(Records from a dataset)
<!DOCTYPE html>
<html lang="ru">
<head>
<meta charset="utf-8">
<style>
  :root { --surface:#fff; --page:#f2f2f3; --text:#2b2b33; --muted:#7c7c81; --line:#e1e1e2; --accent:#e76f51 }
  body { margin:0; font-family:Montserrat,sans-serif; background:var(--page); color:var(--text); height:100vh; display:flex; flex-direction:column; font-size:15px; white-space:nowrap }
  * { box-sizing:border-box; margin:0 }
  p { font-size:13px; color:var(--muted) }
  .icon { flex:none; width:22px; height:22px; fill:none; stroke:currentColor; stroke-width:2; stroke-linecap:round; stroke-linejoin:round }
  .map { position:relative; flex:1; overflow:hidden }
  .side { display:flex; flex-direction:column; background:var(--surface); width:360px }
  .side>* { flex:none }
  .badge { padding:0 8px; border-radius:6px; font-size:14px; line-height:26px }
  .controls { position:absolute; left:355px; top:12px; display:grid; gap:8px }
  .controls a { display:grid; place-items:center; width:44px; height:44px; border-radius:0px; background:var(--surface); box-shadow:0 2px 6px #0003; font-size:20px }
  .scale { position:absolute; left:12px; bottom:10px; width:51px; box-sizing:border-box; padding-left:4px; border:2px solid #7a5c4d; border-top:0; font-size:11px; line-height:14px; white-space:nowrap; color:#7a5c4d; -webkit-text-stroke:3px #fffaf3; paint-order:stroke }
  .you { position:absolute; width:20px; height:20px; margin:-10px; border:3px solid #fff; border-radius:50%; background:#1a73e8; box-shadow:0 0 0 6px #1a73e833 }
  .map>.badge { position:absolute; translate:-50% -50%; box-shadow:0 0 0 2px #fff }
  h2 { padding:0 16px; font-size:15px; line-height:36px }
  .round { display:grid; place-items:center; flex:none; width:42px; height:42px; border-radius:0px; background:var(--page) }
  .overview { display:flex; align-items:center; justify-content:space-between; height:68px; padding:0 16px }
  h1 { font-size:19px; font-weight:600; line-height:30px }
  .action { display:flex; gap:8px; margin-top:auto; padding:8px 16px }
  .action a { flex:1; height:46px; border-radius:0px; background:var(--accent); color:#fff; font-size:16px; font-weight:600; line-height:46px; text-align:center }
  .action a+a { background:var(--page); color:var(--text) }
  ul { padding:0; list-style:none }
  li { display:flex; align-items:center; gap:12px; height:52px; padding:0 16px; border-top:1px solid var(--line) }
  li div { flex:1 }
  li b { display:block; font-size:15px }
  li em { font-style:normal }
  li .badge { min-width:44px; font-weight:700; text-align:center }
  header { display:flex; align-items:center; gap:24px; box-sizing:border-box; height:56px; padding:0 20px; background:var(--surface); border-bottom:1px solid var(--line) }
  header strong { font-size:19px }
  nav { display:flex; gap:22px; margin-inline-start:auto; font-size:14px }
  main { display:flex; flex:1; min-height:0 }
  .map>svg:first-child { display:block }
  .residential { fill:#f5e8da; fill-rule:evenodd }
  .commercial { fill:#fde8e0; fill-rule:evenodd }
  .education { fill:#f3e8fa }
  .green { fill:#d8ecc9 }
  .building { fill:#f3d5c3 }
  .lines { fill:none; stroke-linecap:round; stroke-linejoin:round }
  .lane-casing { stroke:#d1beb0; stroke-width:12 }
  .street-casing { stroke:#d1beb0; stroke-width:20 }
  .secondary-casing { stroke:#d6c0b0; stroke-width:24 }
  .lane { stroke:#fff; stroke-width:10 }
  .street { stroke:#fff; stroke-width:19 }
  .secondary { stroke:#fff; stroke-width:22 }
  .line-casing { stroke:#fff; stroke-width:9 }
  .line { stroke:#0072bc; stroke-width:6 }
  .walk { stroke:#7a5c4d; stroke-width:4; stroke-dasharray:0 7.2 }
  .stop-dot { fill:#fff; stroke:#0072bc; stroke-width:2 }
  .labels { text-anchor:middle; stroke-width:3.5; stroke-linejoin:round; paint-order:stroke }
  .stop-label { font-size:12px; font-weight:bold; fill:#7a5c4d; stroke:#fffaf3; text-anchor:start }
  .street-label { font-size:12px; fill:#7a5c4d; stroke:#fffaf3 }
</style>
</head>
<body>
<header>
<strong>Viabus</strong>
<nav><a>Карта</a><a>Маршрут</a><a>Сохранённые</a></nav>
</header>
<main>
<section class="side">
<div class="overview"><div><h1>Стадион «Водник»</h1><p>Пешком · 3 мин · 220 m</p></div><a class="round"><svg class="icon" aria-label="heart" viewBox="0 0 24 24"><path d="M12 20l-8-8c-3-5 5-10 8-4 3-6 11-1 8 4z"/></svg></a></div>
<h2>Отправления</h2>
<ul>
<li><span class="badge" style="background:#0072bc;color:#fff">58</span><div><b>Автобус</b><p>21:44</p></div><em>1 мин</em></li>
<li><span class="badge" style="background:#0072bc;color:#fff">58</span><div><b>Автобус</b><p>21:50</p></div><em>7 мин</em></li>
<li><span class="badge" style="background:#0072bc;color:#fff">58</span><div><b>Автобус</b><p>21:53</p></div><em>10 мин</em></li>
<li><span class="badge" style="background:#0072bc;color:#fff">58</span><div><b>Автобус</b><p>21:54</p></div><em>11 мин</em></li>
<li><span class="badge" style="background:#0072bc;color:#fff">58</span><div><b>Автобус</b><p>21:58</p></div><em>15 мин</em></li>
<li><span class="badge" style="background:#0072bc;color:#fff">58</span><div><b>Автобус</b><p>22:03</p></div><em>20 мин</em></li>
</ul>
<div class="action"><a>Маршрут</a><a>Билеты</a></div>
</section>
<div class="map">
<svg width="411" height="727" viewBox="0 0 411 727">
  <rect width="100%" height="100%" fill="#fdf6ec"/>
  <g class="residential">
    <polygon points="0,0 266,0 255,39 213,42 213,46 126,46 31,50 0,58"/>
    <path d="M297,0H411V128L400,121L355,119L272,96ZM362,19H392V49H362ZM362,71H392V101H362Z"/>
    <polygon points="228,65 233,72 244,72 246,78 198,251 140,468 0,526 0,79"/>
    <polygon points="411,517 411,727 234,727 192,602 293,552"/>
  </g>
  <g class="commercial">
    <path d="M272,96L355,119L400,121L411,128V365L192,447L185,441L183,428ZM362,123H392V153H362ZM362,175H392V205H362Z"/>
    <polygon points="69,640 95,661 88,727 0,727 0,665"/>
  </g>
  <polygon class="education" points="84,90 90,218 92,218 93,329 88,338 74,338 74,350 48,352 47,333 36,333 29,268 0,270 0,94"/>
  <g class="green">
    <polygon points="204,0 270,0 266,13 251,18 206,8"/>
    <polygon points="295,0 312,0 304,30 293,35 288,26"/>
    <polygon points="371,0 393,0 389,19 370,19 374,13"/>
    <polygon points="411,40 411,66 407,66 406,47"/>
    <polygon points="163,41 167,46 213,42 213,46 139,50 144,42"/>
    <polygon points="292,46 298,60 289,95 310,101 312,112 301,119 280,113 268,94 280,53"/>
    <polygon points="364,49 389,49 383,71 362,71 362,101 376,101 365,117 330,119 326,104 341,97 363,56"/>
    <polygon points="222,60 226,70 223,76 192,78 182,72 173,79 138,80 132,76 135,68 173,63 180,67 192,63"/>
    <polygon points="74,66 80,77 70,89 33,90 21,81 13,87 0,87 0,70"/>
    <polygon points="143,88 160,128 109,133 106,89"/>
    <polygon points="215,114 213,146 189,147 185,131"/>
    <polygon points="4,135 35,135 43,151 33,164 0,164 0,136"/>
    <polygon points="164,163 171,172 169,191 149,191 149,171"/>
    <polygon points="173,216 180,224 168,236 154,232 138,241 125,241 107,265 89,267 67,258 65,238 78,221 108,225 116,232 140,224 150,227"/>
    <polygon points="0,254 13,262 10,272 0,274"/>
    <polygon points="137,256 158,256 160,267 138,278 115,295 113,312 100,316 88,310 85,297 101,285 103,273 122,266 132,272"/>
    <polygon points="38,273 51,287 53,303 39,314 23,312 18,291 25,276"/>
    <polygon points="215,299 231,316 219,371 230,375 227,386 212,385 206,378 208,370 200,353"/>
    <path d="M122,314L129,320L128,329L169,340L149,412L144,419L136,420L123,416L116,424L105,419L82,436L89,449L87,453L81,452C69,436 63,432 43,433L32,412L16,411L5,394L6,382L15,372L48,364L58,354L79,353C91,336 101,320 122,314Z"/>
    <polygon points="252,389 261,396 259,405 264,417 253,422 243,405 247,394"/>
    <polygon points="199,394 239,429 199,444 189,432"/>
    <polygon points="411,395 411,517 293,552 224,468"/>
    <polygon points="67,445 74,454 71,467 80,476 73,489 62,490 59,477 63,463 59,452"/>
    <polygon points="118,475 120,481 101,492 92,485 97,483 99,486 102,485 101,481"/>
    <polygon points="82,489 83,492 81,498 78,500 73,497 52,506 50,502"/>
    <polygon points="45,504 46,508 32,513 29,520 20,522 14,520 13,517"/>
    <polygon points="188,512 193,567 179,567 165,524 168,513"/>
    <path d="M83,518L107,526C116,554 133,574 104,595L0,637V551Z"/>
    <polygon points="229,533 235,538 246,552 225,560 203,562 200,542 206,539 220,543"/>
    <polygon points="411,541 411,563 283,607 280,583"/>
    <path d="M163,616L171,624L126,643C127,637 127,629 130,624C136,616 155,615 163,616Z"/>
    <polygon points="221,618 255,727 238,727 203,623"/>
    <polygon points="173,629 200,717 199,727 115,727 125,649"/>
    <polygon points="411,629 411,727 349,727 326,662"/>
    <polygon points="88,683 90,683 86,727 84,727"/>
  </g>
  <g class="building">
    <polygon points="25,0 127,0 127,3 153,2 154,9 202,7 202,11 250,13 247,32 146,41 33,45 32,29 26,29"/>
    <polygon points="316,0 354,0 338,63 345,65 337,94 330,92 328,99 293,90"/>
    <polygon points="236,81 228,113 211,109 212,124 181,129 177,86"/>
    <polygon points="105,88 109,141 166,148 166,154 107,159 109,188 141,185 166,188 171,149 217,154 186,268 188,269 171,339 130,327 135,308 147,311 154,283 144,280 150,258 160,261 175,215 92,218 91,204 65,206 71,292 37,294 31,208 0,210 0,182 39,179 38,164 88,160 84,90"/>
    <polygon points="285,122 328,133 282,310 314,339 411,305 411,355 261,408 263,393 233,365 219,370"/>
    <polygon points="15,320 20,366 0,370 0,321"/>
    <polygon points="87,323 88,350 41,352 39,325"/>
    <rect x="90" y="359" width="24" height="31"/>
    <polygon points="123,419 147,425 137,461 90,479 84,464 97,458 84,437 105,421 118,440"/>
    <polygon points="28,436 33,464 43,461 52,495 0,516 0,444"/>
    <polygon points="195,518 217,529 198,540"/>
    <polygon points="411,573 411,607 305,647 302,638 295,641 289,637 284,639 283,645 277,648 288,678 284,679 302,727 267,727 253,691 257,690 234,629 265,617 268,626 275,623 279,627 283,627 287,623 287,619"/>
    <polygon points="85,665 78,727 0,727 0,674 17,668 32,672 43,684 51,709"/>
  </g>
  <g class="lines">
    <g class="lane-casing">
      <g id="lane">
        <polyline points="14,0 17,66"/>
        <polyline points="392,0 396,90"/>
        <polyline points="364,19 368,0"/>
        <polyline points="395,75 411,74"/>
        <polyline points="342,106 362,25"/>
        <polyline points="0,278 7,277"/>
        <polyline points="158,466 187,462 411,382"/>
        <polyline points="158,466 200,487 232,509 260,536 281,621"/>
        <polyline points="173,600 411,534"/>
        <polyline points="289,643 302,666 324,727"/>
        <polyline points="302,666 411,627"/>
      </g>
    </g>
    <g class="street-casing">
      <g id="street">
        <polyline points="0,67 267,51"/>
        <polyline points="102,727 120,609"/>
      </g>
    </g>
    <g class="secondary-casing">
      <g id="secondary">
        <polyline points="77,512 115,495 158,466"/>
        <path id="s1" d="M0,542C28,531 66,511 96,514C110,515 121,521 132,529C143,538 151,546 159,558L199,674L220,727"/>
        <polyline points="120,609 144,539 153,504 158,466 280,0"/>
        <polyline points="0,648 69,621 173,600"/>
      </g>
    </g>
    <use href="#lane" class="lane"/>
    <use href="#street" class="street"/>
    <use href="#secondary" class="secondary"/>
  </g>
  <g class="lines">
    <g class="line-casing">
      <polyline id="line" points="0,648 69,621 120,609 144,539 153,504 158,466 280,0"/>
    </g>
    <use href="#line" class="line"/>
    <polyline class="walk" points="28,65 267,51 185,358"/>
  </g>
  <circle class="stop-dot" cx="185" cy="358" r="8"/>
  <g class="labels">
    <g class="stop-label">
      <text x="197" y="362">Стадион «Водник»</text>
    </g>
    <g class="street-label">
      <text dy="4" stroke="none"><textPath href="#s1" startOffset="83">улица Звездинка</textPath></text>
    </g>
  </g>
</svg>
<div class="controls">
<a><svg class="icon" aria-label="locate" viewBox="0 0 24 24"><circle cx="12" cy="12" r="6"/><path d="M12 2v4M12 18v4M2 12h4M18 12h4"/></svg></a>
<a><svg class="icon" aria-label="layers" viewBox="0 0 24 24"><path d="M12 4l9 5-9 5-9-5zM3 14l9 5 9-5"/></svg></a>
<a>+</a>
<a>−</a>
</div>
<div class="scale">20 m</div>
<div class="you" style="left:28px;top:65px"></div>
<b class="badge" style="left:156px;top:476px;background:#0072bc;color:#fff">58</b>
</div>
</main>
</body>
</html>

▶ **WORK TO COMPLETE**
For the string "muted", filter the data and copy out each line where it occurs.

▶ **ANSWER**
  :root { --surface:#fff; --page:#f2f2f3; --text:#2b2b33; --muted:#7c7c81; --line:#e1e1e2; --accent:#e76f51 }
  p { font-size:13px; color:var(--muted) }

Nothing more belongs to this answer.